Pork producer Smithfield Foods will pay $42 million to settle litigation filed by restaurant owners and caterers that accused the company with conspiring to increase the prices of pork, the Associated Press reported. The meat company did not admit to any wrongdoing.
In a lawsuit dating to 2018, the plaintiffs accused several companies — including Smithfield, Hormel, JBS, Tyson and agricultural research company Agri Stats — of colluding to raise the price of pork products like ham and bacon. JBS agreed to pay $12.75 million to settle claims by restaurants and caterers in 2021, while also denying wrongdoing.
A federal judge in Minnesota will hold a hearing in October to consider approving Smithfield’s settlement with the restaurants and caterers, according to the AP, although he gave it preliminary approval in April.
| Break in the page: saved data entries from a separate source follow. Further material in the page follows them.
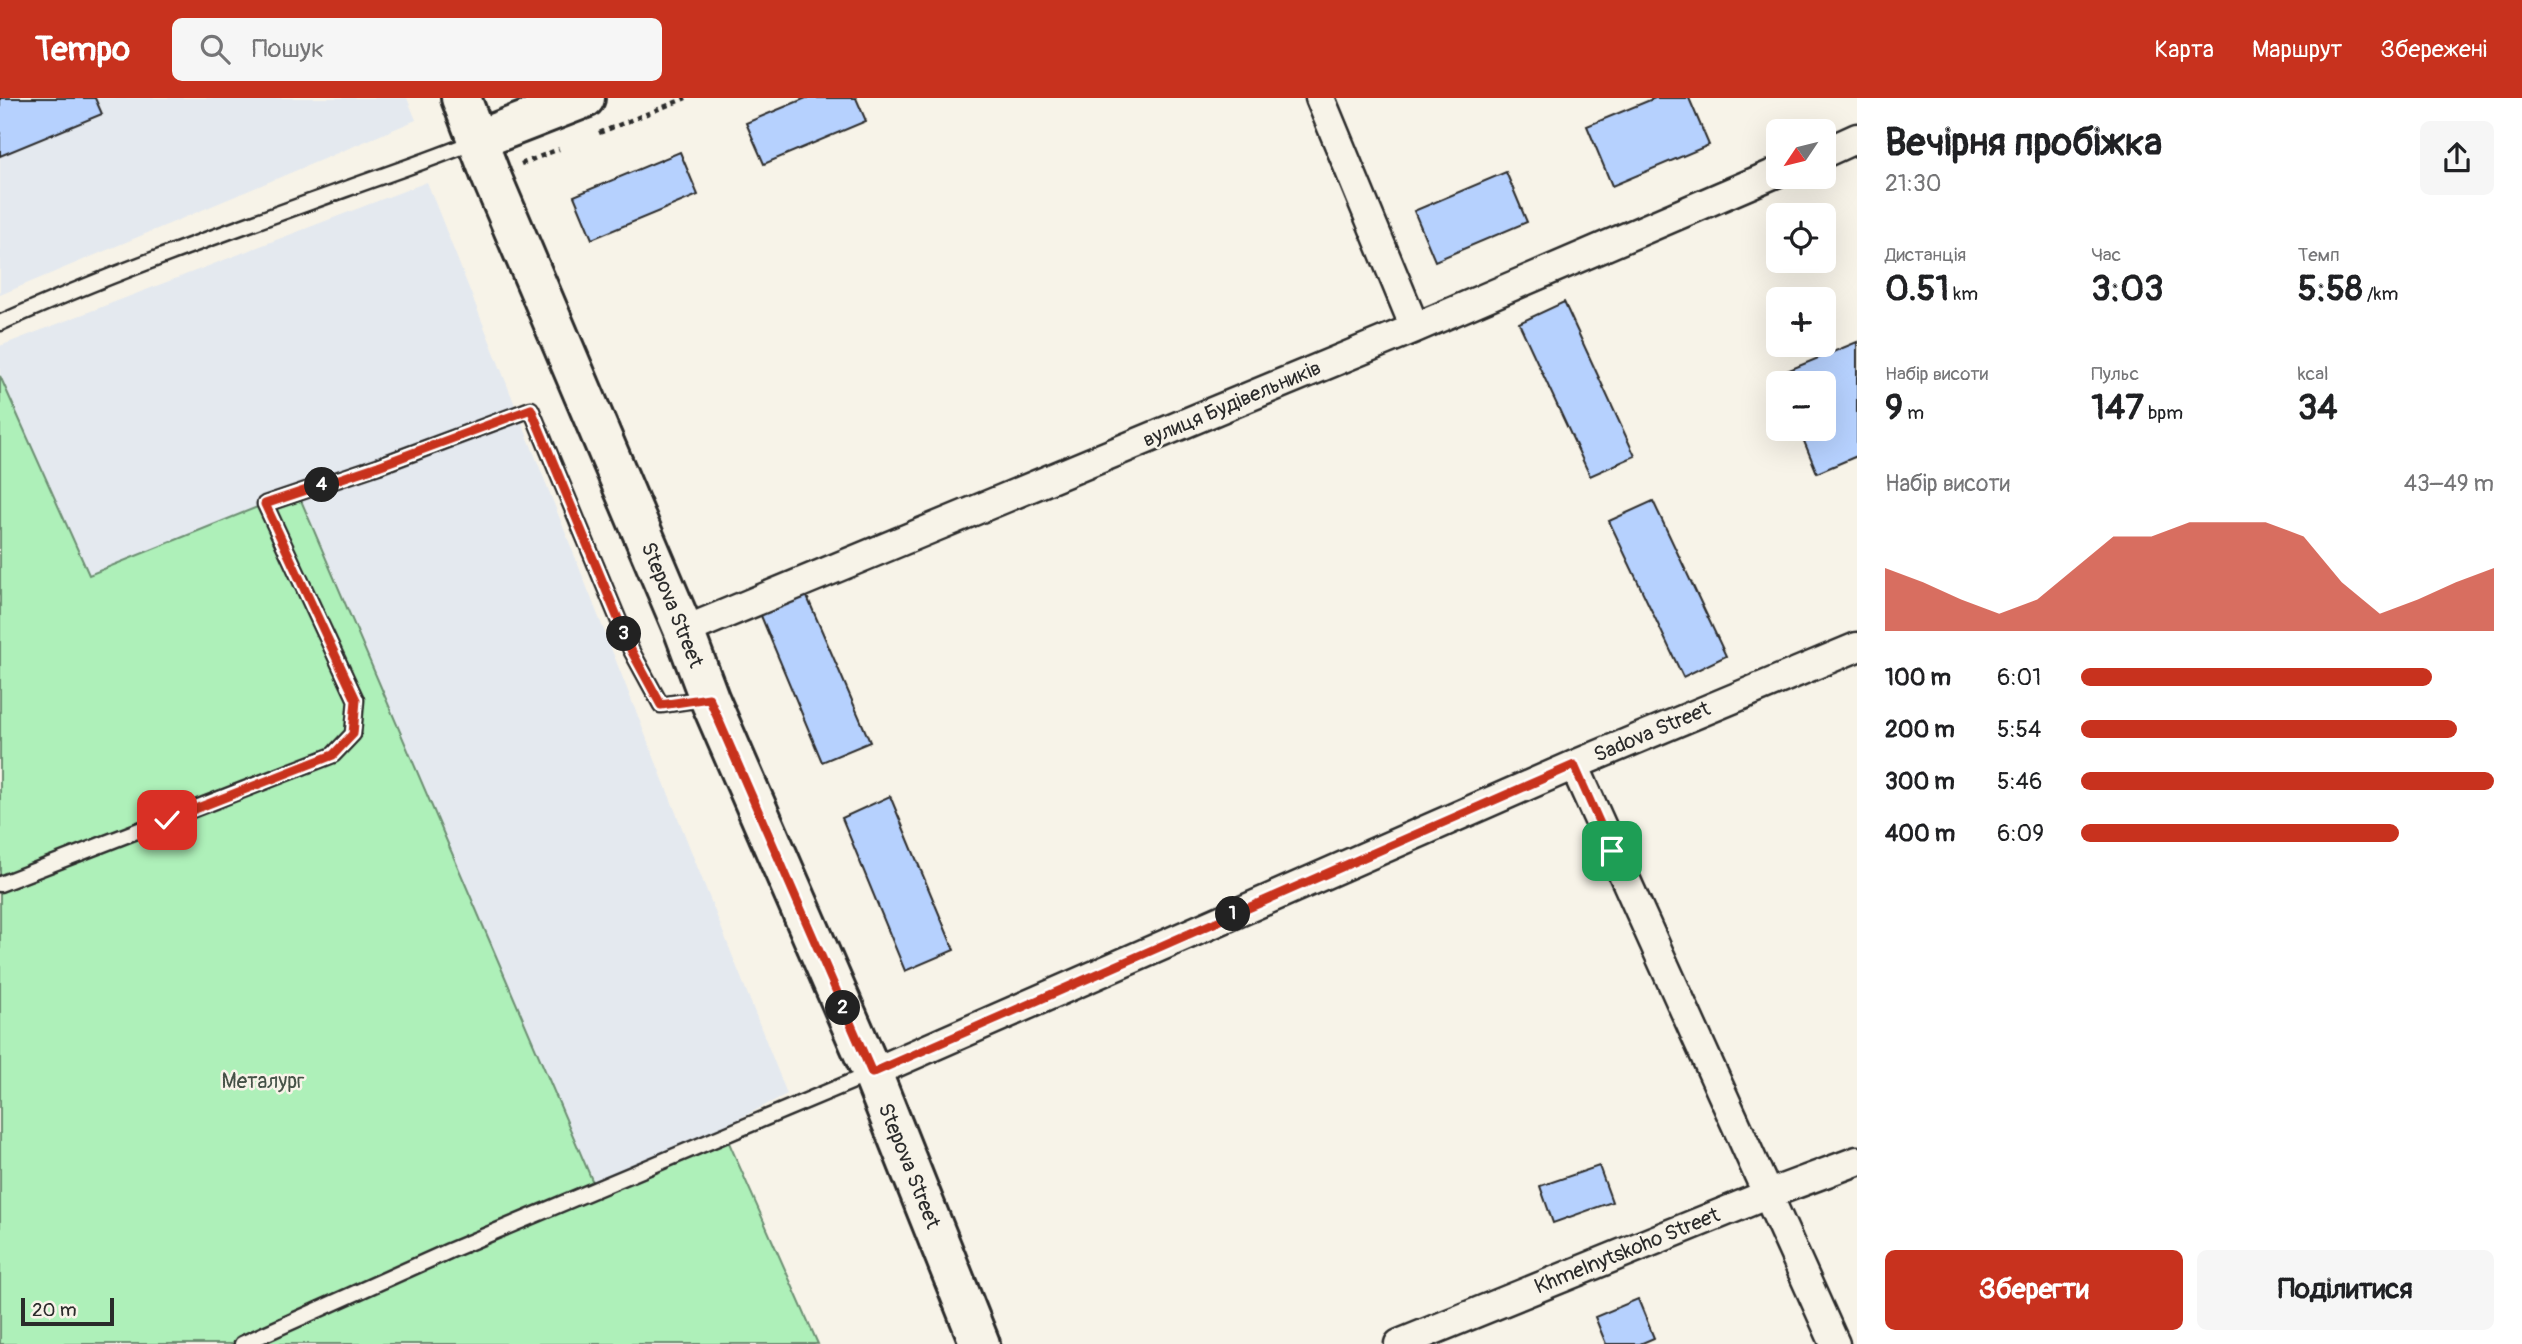 <!DOCTYPE html>
<html lang="uk">
<meta charset="utf-8">
<style>
:root{--surface:#fff;--page:#f6f6f6;--text:#202124;--muted:#757577;--accent:#c8321e}
body{margin:0;font-family:Pangolin,sans-serif;background:var(--page);color:var(--text);height:100vh;display:flex;flex-direction:column;font-size:26px;white-space:nowrap}
*{box-sizing:border-box;margin:0}
p{font-size:23px;color:var(--muted)}
.icon{flex:none;width:38px;height:38px;fill:none;stroke:currentColor;stroke-width:2;stroke-linecap:round;stroke-linejoin:round}
.map{position:relative;flex:1;overflow:hidden}
.details{display:flex;flex-direction:column;background:var(--surface);width:665px}
.details>*{flex:none}
.needle{width:46px;rotate:235deg}
.controls{position:absolute;left:1766px;top:21px;display:grid;gap:14px}
.controls a{display:grid;place-items:center;width:70px;height:70px;border-radius:10px;background:var(--surface);box-shadow:0 7px 28px #0002;font-size:35px}
.scale{position:absolute;left:21px;bottom:18px;width:93px;box-sizing:border-box;padding-left:7px;border:4px solid #2b2b2b;border-top:0;font-size:19px;line-height:24px;white-space:nowrap;color:#2b2b2b;-webkit-text-stroke:5px #f7f3e8;paint-order:stroke}
.pin{position:absolute;display:grid;place-items:center;width:60px;height:60px;color:#fff;margin:-30px;border-radius:14px;box-shadow:0 4px 10px #0006}
.km{position:absolute;width:35px;height:35px;margin:-18px;border-radius:50%;background:#222;color:#fff;font-size:19px;line-height:35px;text-align:center}
.round{display:grid;place-items:center;flex:none;width:74px;height:74px;border-radius:10px;background:var(--page)}
.summary{display:flex;align-items:center;justify-content:space-between;height:119px;padding:0 28px}
h1{font-size:38px;font-weight:700;line-height:52px}
.stats{display:grid;grid-template-columns:repeat(3,1fr);gap:10px;height:119px;padding:7px 28px}
.stats div{display:grid;align-content:center}
.stats b{font-size:35px;font-weight:700}
.stats small{font-size:19px;font-weight:400}
.stats p{font-size:19px}
.chart{height:196px;padding:14px 28px}
.chart p{display:flex;justify-content:space-between}
.chart svg{width:100%;height:126px;margin-top:7px;fill:var(--accent);opacity:.7}
.primary-button{display:flex;gap:14px;margin-top:auto;padding:14px 28px}
.primary-button a{flex:1;height:80px;border-radius:10px;background:var(--accent);color:#fff;font-size:28px;font-weight:700;line-height:80px;text-align:center}
.primary-button a+a{background:var(--page);color:var(--text)}
ul{padding:0 28px;list-style:none;font-size:23px}
li{display:grid;grid-template-columns:112px 84px 1fr;align-items:center;height:52px}
li i{height:18px;border-radius:9px;background:var(--accent)}
header{display:flex;align-items:center;gap:42px;box-sizing:border-box;height:98px;padding:0 35px;background:var(--accent);color:#fff}
header strong{font-size:33px}
nav{display:flex;gap:38px;margin-inline-start:auto;font-size:24px}
.search{width:490px;height:63px;background:var(--page);display:flex;align-items:center;gap:18px;box-sizing:border-box;padding:0 24px;border-radius:10px;color:var(--muted);font-size:26px}
main{display:flex;flex:1;min-height:0}
.map>svg:first-child{display:block}
</style>
<header>
<strong>Tempo</strong>
<div class="search"><svg class="icon" aria-label="search" viewBox="0 0 24 24"><circle cx="10" cy="10" r="6"/><path d="M15 15l6 6"/></svg>Пошук</div>
<nav><a>Карта</a><a>Маршрут</a><a>Збережені</a></nav>
</header>
<main>
<div class="map">
<svg width="1857" height="1246" viewBox="0 0 1857 1246">
<rect width="100%" height="100%" fill="#f7f3e8"/>
<filter id="ink" filterUnits="userSpaceOnUse"><feTurbulence type="fractalNoise" baseFrequency=".0143" numOctaves="2"/><feDisplacementMap in="SourceGraphic" scale="14" xChannelSelector="R" yChannelSelector="G"/><feConvolveMatrix kernelMatrix="1 2 1 2 8 2 1 2 1" color-interpolation-filters="sRGB"/></filter>
<g filter="url(#ink)">
<path fill="#e4e9ef" d="M0 0H407L416 22 0 197Z
M427 84 787 996 597 1094 298 393 89 477 0 278V248Z"/>
<path fill="#aef0b9" stroke="#6c8e72" stroke-width="2" d="M0 278 89 477 297 393 597 1094 723 1031 818 1246H0Z"/>
<path fill="#b6d1fe" stroke="#2b2b2b" stroke-width="2" d="M0 0H95L102 16 0 58Z
M806 0H856L866 23 764 66 746 25Z
M1655 0H1689L1709 47 1612 88 1587 28Z
M680 54 698 97 592 141 574 98Z
M1506 74 1527 124 1435 163 1414 113Z
M1564 204 1635 358 1590 378 1519 225Z
M1857 244V358L1817 375 1799 331H1824V285H1780L1777 277Z
M1653 403 1726 558 1683 579 1609 423Z
M805 494 870 644 822 664 759 513Z
M890 698 954 852 905 873 842 720Z
M1599 1068 1612 1104 1553 1125 1540 1088Z
M1638 1201 1654 1240 1640 1246H1606L1595 1219Z"/>
<g fill="none" stroke-linecap="round" stroke-linejoin="round">
<g stroke="#2b2b2b" stroke-width="19">
<path id="lane" d="M0 225C113 174 230 133 346 91 390 75 433 61 476 43
M0 786 333 657 353 636 356 602 265 406 378 368 531 311 631 552 661 607 708 600
M242 1246 449 1153 870 976"/>
</g>
<g stroke="#2b2b2b" stroke-width="33">
<path id="street" d="M1320 0 1415 230
M1824 55 1857 40
M684 533 1415 230 1778 74
M1574 667 1835 1246
M872 975 1574 667 1857 549
M1399 1246 1766 1097 1857 1063"/>
</g>
<g stroke="#2b2b2b" stroke-width="44">
<path id="secondary" d="M461 0 491 78 684 533 709 600 872 975 980 1246
M477 42 585 0"/>
</g>
<path stroke="#2b2b2b" stroke-width="4.5" stroke-dasharray="5 5" stroke-linecap="butt" d="M599 35 686 0
M521 66 559 51"/>
<use href="#lane" stroke="#f7f3e8" stroke-width="14"/>
<use href="#street" stroke="#f7f3e8" stroke-width="28"/>
<use href="#secondary" stroke="#f7f3e8" stroke-width="38"/>
</g>
</g>
<g fill="none" stroke-linecap="round" stroke-linejoin="round" filter="url(#ink)">
<g stroke="#fff" stroke-width="14">
<path id="route" d="M167 722 333 657 353 636 356 602 265 406 378 368 531 311 631 552 661 607 709 600 872 975 1574 667 1612 753"/>
</g>
<use href="#route" stroke="#c8321e" stroke-width="9"/>
</g>
<g text-anchor="middle" dominant-baseline="central" stroke-width="5" stroke-linejoin="round" paint-order="stroke">
<g font-size="21" fill="#2b2b2b" stroke="#f7f3e8">
<text transform="translate(1232 306) rotate(-23)">вулиця Будівельників</text>
<text transform="translate(672 507) rotate(68)">Stepova Street</text>
<text transform="translate(1652 634) rotate(-23)">Sadova Street</text>
<text transform="translate(909 1068) rotate(68)">Stepova Street</text>
<text transform="translate(1627 1153) rotate(-22)">Khmelnytskoho Street</text>
</g>
<g font-size="21" fill="#455247" stroke="#f7f3e8">
<text x="263" y="983">Металург</text>
</g>
</g>
</svg>
<div class="controls">
<a><svg class="needle" viewBox="-14 -14 28 28"><path d="M0-13l5 13h-10z" fill="#e53935"/><path d="M0 13l5-13h-10z" fill="#757577"/></svg></a>
<a><svg class="icon" aria-label="locate" viewBox="0 0 24 24"><circle cx="12" cy="12" r="6"/><path d="M12 2v4M12 18v4M2 12h4M18 12h4"/></svg></a>
<a>+</a>
<a>−</a>
</div>
<div class="scale">20 m</div>
<div class="pin" style="left:1612px;top:753px;background:#1e9e55"><svg class="icon" aria-label="arrive" viewBox="0 0 24 24"><path d="M6 21V4h12l-3 4 3 4H6"/></svg></div>
<div class="pin" style="left:167px;top:722px;background:#d93025"><svg class="icon" aria-label="check" viewBox="0 0 24 24"><path d="M5 12l5 5 9-10"/></svg></div>
<b class="km" style="left:1233px;top:816px">1</b>
<b class="km" style="left:843px;top:910px">2</b>
<b class="km" style="left:624px;top:536px">3</b>
<b class="km" style="left:322px;top:387px">4</b>
</div>
<section class="details">
<div class="summary"><div><h1>Вечірня пробіжка</h1><p>21:30</p></div><a class="round"><svg class="icon" aria-label="share" viewBox="0 0 24 24"><path d="M12 15V3M7 8l5-5 5 5M5 13v7h14v-7"/></svg></a></div>
<div class="stats">
<div><p>Дистанція</p><b>0.51<small> km</small></b></div>
<div><p>Час</p><b>3:03</b></div>
<div><p>Темп</p><b>5:58<small> /km</small></b></div>
</div>
<div class="stats">
<div><p>Набір висоти</p><b>9<small> m</small></b></div>
<div><p>Пульс</p><b>147<small> bpm</small></b></div>
<div><p>kcal</p><b>34</b></div>
</div>
<div class="chart"><p><span>Набір висоти</span>43–49 m</p>
<svg viewBox="0 0 160 44" preserveAspectRatio="none"><path d="M0 44V22L10 27L20 33L30 38L40 33L50 22L60 11L70 11L80 6L90 6L100 6L110 11L120 27L130 38L140 33L150 27L160 22V44z"/></svg>
</div>
<ul>
<li><b>100 m</b>6:01<i style="width:85%"></i></li>
<li><b>200 m</b>5:54<i style="width:91%"></i></li>
<li><b>300 m</b>5:46<i style="width:100%"></i></li>
<li><b>400 m</b>6:09<i style="width:77%"></i></li>
</ul>
<div class="primary-button"><a>Зберегти</a><a>Поділитися</a></div>
</section>
</main>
Blaine Finley, an attorney for one of the restaurant owners, told the wire service that the plaintiffs intend to continue their suits against the other companies involved.
“We look forward to moving for final approval of our settlement with Smithfield and continuing to litigate with the remaining defendants,” Finley said.
Smithfield had previously settled for $83 million with a different set of pork purchasers in 2021.
Lawsuits involving charges of price fixing in the meat industry continue to play out as the Biden administration and legislators take a stricter stance on alleged anticompetitive practices at a time of high food inflation. A Department of Justice prosecution of price-fixing among poultry producers is in the midst of an unprecedented third trial, targeting executives from Pilgrim’s Pride and Claxton Poultry Farms.